### About this task
From the entries below, copy every line that has the word "Annotation".

### Excerpted records
== Segment start ==

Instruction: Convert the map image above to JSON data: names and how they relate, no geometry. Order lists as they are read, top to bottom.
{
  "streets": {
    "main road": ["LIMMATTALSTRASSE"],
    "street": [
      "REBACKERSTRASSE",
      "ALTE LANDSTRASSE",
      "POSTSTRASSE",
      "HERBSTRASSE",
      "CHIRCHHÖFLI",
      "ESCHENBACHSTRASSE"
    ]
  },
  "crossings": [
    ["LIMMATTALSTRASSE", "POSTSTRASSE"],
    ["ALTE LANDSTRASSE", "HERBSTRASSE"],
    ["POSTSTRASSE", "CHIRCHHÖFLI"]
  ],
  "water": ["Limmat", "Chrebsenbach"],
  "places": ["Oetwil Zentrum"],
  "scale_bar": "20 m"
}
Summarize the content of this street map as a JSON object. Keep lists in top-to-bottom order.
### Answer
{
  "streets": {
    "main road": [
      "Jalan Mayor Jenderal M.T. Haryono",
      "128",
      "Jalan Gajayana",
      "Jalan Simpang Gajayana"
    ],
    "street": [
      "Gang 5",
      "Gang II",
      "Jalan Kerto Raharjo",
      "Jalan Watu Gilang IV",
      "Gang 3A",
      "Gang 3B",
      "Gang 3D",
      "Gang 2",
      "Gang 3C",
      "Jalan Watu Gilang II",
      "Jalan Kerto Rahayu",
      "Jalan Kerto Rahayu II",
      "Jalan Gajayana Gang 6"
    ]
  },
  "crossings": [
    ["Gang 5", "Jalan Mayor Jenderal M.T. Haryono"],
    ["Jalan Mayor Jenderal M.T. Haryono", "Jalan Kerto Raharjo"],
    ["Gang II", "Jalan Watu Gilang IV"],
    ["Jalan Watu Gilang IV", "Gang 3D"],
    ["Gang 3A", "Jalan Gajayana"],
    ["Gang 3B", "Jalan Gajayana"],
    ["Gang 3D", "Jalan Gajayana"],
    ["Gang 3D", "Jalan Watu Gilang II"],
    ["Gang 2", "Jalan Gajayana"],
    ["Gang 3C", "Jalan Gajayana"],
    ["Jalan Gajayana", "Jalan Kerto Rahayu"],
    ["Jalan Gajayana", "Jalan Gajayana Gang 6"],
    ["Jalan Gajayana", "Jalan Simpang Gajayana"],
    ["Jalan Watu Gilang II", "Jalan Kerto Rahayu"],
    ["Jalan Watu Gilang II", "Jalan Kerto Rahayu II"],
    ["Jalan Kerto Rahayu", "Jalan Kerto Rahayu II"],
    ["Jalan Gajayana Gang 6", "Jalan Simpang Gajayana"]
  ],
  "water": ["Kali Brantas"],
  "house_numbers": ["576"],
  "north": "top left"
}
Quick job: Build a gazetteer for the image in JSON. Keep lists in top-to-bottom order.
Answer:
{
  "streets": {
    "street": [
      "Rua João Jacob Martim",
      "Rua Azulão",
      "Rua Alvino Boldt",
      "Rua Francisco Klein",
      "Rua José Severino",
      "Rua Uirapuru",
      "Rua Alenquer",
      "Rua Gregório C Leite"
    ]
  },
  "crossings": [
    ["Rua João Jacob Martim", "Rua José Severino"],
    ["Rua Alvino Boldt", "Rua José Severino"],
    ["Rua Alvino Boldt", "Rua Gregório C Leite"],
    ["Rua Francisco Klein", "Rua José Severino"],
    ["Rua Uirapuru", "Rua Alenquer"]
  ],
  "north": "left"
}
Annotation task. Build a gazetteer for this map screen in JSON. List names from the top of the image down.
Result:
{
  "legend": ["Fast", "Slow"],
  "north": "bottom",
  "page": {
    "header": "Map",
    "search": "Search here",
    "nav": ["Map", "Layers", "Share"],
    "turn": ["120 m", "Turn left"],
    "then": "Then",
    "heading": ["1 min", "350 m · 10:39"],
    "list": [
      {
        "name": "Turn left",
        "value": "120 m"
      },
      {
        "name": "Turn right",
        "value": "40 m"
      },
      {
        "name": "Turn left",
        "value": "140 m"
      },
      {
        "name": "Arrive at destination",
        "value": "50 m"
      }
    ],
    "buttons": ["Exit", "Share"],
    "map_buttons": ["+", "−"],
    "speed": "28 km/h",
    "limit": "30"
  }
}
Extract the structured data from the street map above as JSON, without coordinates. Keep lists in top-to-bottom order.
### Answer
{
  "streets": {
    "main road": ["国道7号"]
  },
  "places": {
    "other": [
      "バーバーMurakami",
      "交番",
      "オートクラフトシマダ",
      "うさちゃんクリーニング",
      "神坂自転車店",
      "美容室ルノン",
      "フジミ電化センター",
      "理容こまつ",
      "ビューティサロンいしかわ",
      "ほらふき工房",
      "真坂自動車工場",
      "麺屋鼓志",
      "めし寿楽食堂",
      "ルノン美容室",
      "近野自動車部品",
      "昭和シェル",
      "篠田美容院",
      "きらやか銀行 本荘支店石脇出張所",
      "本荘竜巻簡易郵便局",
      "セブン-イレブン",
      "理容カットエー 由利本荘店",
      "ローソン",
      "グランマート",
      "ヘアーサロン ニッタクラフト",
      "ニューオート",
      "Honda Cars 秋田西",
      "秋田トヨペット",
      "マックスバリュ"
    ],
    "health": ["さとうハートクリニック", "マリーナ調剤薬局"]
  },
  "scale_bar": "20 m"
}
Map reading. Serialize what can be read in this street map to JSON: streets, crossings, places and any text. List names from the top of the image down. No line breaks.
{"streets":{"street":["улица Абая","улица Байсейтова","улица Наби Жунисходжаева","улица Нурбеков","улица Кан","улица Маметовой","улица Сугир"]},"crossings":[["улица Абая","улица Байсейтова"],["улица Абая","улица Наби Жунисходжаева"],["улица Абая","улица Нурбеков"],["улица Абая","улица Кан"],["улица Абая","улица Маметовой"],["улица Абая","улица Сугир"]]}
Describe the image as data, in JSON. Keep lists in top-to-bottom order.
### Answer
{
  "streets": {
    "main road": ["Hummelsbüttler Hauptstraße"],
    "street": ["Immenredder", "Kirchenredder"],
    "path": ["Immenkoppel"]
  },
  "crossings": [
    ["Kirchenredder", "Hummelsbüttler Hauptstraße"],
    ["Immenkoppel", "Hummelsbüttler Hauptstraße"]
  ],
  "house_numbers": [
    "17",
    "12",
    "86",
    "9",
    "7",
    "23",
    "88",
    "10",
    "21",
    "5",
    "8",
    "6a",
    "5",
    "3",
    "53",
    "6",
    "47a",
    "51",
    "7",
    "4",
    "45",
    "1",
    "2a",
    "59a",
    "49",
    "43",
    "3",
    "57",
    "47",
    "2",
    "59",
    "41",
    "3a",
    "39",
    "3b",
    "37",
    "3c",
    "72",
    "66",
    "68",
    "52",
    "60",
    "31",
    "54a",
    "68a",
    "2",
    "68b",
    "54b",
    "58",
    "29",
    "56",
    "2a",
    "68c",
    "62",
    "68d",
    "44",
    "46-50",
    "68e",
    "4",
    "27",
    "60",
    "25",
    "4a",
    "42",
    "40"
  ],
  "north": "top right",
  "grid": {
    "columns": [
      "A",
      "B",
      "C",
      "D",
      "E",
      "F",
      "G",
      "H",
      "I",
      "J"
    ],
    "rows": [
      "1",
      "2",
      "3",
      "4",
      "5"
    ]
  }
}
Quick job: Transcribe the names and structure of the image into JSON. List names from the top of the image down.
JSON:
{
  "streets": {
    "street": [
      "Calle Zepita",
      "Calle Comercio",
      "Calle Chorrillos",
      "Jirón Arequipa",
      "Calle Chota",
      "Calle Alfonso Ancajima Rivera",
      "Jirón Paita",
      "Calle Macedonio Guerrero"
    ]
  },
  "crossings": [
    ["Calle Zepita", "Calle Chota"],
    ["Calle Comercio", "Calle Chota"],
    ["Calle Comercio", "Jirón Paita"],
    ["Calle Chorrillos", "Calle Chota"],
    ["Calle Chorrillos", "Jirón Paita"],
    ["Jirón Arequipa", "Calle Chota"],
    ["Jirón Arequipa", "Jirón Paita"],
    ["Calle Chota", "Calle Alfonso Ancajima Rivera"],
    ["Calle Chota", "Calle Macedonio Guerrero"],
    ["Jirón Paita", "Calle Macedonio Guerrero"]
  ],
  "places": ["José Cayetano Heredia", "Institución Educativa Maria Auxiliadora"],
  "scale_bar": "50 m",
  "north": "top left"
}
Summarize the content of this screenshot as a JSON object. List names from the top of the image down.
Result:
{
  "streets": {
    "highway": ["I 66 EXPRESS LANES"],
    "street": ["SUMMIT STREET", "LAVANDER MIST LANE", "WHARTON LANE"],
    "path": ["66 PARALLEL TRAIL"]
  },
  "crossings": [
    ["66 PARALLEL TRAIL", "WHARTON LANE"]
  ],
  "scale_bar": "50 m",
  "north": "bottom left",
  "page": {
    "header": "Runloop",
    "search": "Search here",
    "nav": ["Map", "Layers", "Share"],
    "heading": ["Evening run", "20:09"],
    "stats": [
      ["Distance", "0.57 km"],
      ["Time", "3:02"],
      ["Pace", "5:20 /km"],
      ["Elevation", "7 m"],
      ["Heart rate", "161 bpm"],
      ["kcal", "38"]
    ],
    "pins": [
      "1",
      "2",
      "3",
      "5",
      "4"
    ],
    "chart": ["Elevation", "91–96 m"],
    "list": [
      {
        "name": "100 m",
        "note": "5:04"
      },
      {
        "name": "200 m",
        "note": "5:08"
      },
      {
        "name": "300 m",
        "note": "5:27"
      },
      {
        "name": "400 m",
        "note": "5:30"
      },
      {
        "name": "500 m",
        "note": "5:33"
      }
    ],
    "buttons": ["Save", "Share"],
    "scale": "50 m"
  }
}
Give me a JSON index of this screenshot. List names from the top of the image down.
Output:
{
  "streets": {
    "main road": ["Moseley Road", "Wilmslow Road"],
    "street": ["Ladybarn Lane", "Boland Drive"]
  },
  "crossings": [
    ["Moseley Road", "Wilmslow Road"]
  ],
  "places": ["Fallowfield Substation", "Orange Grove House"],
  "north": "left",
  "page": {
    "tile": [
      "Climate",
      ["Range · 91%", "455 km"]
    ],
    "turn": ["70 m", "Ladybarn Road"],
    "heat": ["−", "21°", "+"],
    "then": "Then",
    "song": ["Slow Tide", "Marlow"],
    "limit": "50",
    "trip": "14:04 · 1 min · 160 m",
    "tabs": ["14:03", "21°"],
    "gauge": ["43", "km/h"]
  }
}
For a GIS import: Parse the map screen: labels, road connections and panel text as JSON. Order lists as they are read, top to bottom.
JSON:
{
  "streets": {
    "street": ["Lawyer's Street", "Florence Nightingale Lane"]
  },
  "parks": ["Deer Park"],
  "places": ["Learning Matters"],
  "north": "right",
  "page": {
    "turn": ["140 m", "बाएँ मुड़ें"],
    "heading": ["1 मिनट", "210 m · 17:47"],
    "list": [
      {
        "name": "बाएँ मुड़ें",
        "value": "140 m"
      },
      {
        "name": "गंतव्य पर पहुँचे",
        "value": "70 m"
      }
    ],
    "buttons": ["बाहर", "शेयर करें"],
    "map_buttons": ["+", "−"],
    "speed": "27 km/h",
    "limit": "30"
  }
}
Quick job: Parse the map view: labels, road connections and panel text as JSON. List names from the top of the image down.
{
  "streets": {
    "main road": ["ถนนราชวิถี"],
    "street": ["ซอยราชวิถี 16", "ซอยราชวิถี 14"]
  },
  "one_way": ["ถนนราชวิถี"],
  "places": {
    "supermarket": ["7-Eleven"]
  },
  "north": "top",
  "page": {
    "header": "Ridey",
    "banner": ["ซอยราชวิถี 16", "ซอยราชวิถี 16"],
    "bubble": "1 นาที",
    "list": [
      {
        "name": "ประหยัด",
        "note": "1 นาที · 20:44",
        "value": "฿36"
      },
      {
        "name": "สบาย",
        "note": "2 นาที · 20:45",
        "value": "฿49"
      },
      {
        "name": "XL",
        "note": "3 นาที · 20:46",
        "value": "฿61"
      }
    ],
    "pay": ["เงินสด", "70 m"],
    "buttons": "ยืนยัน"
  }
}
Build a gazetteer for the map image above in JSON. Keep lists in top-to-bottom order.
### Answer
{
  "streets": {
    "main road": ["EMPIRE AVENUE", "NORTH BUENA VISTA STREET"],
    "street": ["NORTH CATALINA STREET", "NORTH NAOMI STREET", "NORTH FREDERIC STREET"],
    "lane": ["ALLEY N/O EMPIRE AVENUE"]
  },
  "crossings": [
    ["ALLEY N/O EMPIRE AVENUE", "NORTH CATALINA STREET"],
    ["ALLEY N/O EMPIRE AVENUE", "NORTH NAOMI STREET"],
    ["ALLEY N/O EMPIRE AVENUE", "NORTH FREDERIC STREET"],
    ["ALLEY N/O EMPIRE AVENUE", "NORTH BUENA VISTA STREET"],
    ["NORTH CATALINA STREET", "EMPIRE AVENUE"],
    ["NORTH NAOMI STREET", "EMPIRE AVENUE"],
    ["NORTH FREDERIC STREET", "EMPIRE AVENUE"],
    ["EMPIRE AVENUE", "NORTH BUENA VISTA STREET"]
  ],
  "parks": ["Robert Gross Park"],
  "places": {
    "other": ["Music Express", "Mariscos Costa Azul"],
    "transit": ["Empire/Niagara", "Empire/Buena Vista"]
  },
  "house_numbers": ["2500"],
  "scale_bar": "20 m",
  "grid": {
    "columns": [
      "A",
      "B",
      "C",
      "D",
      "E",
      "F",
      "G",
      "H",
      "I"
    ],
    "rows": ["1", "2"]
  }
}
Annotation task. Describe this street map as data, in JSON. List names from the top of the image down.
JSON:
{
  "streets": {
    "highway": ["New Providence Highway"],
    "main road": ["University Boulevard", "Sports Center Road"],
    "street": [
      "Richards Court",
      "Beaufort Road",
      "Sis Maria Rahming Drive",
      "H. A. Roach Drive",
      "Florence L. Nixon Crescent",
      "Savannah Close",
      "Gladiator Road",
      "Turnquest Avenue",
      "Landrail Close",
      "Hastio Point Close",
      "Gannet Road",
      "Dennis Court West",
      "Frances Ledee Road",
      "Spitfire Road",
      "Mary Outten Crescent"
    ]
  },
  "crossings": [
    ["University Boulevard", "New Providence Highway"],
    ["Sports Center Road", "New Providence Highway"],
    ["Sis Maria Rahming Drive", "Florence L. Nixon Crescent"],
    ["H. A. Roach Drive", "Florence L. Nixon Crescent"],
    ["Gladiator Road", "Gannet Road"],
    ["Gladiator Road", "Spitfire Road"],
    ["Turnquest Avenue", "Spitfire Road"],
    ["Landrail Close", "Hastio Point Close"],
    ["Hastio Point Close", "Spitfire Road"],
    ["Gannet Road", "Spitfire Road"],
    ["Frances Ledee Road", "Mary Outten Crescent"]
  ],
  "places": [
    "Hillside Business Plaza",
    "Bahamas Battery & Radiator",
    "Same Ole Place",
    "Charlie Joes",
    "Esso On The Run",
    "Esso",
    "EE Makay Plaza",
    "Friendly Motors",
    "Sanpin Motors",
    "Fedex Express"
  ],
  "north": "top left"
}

== Segment end ==

### Response to the exercise
Annotation task. Build a gazetteer for this map screen in JSON. List names from the top of the image down.
Annotation task. Describe this street map as data, in JSON. List names from the top of the image down.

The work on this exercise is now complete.